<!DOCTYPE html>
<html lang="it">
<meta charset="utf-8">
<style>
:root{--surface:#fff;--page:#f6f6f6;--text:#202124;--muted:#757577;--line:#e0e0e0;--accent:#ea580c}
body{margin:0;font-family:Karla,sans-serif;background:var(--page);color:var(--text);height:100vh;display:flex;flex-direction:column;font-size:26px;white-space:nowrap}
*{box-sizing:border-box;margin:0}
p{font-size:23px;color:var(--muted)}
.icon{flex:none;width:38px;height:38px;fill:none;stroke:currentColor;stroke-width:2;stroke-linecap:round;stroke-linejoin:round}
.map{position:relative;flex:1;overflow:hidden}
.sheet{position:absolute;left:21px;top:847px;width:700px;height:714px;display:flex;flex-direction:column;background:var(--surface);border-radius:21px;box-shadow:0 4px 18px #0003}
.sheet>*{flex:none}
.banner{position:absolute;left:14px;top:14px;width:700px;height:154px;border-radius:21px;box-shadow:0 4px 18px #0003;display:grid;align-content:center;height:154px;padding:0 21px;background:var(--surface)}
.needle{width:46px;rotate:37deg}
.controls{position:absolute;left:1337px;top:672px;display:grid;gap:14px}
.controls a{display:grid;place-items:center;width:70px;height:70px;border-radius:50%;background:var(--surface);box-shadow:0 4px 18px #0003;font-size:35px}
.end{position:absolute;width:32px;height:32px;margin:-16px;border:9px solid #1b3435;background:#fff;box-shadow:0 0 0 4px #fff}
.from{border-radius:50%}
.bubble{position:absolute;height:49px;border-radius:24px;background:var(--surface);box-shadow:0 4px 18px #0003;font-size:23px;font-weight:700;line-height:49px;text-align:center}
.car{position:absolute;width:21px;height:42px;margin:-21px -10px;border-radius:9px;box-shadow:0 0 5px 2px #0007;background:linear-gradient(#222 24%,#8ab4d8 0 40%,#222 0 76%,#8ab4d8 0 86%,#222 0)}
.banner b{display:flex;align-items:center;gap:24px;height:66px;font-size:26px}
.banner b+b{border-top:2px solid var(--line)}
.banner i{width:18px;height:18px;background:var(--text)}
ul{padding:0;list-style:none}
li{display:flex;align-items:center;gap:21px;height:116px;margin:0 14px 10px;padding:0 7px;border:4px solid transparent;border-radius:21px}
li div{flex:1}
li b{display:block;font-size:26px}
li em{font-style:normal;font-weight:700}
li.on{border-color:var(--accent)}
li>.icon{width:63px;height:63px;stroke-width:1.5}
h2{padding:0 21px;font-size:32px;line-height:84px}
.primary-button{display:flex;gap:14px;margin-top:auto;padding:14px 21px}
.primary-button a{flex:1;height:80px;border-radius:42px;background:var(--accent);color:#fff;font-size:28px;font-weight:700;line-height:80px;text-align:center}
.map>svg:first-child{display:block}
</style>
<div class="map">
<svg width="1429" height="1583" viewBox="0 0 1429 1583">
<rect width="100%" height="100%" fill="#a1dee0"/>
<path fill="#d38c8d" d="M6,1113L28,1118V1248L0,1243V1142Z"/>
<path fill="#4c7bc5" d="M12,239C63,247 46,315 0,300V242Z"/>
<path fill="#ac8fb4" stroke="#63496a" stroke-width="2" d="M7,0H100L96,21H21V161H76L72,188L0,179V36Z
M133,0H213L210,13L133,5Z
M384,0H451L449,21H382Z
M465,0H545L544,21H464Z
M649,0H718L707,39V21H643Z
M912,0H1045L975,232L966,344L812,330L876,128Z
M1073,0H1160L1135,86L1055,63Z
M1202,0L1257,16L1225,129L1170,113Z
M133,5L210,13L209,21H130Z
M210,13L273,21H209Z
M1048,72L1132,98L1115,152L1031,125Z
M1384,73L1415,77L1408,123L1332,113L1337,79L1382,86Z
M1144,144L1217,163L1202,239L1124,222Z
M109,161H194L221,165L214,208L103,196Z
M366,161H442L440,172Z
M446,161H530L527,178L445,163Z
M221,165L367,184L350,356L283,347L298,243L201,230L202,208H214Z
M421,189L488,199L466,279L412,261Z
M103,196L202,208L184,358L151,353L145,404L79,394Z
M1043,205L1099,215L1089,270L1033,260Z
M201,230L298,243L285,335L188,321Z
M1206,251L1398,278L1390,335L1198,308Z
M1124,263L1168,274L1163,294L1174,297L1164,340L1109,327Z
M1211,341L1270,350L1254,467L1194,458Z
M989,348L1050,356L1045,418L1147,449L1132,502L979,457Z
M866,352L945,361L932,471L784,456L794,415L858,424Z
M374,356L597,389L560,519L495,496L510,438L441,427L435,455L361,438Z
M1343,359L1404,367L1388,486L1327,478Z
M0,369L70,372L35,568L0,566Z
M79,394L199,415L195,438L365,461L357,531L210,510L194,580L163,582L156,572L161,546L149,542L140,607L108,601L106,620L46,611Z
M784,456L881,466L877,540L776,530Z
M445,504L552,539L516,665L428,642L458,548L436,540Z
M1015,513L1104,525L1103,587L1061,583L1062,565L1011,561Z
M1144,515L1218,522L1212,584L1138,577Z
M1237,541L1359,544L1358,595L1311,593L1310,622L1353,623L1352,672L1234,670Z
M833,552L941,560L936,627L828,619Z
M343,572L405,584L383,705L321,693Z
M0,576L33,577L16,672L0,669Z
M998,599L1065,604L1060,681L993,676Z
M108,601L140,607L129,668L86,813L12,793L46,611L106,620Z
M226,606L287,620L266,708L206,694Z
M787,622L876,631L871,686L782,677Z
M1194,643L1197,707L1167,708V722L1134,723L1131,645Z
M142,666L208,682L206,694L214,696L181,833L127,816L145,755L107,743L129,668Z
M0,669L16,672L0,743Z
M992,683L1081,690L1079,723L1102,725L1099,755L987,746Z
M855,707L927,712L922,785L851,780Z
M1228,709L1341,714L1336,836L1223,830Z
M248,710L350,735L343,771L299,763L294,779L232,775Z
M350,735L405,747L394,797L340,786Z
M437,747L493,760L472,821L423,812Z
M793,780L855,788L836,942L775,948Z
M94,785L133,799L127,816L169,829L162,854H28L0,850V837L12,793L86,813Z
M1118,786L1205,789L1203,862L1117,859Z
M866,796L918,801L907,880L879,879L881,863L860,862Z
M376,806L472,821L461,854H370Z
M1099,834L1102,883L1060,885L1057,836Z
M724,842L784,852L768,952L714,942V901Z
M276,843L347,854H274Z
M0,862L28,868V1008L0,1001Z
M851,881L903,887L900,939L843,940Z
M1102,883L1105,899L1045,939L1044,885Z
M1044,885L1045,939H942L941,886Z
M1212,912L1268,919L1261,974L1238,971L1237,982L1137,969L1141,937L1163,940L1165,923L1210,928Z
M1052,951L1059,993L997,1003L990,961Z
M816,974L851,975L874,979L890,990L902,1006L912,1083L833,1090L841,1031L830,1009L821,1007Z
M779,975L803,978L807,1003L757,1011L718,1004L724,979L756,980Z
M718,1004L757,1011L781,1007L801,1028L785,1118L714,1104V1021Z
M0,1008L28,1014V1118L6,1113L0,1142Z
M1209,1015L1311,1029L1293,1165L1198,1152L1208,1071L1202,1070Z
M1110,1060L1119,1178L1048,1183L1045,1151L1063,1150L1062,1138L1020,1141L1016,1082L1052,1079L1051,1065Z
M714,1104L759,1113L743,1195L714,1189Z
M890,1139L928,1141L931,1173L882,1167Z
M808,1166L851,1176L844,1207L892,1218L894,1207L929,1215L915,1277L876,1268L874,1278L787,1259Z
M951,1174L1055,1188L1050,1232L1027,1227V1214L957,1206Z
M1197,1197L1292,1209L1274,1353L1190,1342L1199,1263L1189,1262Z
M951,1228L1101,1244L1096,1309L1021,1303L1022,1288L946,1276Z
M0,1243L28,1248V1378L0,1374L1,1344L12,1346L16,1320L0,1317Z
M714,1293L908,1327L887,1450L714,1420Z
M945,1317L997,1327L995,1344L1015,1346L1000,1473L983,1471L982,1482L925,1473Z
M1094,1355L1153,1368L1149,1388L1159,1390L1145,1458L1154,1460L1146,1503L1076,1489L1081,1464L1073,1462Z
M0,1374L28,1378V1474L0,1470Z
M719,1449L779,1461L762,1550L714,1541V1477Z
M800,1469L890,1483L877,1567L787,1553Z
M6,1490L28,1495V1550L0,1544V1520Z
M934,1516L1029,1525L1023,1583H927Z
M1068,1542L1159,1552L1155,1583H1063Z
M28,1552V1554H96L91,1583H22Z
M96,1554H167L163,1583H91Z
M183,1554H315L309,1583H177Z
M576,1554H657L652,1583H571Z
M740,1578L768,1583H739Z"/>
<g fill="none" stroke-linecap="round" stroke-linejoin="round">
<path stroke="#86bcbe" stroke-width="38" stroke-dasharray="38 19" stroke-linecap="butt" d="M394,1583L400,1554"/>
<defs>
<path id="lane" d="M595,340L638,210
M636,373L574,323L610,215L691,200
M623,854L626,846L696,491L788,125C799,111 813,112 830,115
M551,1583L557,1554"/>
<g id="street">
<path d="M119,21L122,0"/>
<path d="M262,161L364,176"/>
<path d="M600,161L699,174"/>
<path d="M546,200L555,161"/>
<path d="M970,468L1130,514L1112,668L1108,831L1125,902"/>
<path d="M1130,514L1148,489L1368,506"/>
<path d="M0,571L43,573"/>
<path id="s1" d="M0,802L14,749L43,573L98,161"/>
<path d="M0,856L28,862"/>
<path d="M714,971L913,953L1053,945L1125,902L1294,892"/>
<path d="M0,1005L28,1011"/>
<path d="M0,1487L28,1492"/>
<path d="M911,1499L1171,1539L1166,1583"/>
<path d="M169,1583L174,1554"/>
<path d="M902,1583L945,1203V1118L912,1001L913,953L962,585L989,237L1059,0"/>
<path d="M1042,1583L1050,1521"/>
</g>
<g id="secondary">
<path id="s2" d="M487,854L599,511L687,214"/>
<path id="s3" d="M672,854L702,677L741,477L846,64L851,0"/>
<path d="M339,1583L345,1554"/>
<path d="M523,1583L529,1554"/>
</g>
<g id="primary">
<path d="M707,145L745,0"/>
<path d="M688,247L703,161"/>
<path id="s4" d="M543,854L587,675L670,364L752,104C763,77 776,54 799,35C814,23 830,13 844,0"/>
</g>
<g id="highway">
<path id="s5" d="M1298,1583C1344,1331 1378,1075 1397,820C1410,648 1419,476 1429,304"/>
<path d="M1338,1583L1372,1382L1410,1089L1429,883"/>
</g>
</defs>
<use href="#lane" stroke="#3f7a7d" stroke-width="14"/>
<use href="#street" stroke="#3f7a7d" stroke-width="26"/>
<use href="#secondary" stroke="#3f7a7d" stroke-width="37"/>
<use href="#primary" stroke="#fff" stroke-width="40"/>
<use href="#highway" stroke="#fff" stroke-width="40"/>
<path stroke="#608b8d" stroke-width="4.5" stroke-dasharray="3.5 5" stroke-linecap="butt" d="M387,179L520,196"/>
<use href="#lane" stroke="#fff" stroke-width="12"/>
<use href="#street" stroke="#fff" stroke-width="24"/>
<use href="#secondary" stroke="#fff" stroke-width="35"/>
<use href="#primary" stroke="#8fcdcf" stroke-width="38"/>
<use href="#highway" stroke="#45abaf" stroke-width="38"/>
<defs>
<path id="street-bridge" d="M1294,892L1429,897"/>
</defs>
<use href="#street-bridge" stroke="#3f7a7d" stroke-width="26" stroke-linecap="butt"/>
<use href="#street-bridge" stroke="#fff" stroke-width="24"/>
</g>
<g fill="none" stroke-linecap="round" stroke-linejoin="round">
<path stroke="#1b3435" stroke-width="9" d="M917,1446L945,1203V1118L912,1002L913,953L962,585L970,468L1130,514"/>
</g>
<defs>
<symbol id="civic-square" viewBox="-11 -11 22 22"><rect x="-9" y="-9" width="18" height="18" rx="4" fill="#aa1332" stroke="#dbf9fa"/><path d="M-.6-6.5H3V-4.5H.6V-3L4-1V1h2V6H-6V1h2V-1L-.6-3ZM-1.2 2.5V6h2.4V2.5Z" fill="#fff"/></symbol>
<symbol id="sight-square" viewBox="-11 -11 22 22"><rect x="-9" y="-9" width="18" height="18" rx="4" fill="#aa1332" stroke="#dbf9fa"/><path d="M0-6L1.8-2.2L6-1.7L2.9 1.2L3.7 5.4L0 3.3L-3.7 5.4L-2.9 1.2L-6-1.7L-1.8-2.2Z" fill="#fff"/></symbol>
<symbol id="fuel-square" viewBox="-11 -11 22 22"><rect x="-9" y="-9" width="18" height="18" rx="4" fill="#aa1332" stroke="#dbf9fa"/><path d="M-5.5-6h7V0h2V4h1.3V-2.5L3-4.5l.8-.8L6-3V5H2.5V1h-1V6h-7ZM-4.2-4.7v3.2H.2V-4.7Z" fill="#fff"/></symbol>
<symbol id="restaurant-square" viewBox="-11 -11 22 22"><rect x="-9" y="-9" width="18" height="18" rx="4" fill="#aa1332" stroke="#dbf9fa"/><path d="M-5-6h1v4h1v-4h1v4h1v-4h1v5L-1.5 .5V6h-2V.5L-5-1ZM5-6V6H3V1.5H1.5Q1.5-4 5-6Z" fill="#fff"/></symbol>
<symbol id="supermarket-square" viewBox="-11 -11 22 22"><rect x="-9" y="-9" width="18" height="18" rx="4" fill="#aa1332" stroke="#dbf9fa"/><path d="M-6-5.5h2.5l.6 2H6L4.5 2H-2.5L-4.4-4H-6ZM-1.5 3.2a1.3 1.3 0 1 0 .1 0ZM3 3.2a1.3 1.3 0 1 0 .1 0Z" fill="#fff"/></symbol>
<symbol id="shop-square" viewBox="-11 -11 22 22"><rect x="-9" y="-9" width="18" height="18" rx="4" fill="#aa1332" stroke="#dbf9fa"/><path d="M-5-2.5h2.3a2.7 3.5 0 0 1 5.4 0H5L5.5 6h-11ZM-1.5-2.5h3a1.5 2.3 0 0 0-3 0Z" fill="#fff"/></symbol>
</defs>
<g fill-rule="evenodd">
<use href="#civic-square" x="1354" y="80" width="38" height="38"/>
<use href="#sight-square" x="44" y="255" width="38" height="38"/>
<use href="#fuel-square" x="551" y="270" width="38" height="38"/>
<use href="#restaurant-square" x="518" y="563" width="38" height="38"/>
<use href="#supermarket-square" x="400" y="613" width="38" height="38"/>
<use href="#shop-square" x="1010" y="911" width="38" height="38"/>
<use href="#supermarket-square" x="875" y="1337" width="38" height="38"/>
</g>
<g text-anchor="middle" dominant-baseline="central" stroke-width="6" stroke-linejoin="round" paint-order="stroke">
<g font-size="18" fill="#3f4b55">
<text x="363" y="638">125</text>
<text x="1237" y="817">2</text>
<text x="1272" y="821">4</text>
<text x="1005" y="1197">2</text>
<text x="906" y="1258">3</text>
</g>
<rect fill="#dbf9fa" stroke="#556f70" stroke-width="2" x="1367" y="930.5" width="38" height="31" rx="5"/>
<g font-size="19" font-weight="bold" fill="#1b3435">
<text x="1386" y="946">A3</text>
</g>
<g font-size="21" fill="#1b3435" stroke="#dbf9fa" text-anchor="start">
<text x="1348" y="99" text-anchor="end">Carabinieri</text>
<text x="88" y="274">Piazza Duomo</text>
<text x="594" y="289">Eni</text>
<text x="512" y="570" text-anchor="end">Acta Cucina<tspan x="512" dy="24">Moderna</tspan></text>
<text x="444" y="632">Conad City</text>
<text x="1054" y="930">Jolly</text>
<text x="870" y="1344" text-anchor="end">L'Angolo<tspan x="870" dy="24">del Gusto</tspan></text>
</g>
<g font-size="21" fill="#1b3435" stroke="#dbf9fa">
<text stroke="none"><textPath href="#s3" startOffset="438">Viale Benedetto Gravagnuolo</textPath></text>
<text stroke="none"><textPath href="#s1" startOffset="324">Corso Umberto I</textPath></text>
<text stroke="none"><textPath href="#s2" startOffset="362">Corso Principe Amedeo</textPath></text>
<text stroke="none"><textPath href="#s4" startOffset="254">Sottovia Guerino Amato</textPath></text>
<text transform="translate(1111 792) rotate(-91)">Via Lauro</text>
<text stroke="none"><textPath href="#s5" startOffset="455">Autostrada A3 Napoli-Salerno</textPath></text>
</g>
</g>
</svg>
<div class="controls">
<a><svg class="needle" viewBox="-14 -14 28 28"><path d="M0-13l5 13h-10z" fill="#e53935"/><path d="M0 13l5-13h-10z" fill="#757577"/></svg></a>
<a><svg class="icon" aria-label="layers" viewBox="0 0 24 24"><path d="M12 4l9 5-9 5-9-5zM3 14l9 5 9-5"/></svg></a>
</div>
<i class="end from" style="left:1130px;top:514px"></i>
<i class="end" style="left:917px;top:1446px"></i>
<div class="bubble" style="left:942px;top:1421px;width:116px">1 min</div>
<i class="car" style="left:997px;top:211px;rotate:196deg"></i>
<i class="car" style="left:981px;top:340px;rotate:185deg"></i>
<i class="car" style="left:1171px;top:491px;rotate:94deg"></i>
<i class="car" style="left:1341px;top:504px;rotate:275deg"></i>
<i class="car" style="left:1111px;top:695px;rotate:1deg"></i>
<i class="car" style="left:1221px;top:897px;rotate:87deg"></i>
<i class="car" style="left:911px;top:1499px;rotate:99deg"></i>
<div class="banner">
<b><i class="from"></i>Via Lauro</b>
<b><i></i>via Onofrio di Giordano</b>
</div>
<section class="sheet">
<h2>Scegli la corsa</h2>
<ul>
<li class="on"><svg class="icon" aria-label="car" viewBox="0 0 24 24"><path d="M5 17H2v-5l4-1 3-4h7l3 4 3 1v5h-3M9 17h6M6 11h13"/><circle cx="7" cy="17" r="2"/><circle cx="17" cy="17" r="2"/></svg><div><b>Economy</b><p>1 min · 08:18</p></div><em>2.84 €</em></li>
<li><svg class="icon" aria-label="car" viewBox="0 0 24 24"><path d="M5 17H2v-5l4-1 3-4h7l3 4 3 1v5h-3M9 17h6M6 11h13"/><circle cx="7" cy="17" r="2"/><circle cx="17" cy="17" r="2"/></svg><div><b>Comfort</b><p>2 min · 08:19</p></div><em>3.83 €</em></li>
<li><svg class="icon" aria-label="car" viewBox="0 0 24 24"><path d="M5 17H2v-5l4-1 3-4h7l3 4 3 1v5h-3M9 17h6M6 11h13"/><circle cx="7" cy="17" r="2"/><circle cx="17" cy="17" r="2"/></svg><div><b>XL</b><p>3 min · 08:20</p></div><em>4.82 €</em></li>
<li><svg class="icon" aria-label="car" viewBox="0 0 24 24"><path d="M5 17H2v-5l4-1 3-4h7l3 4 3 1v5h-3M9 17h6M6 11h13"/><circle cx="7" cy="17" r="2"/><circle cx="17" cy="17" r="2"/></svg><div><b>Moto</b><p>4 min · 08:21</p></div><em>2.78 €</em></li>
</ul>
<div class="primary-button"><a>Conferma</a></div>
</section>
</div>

Goal of the exercise ▸ Out of the lines in the listing, count the ones with the word "controls", then give only the number.

Your solution ▸ 3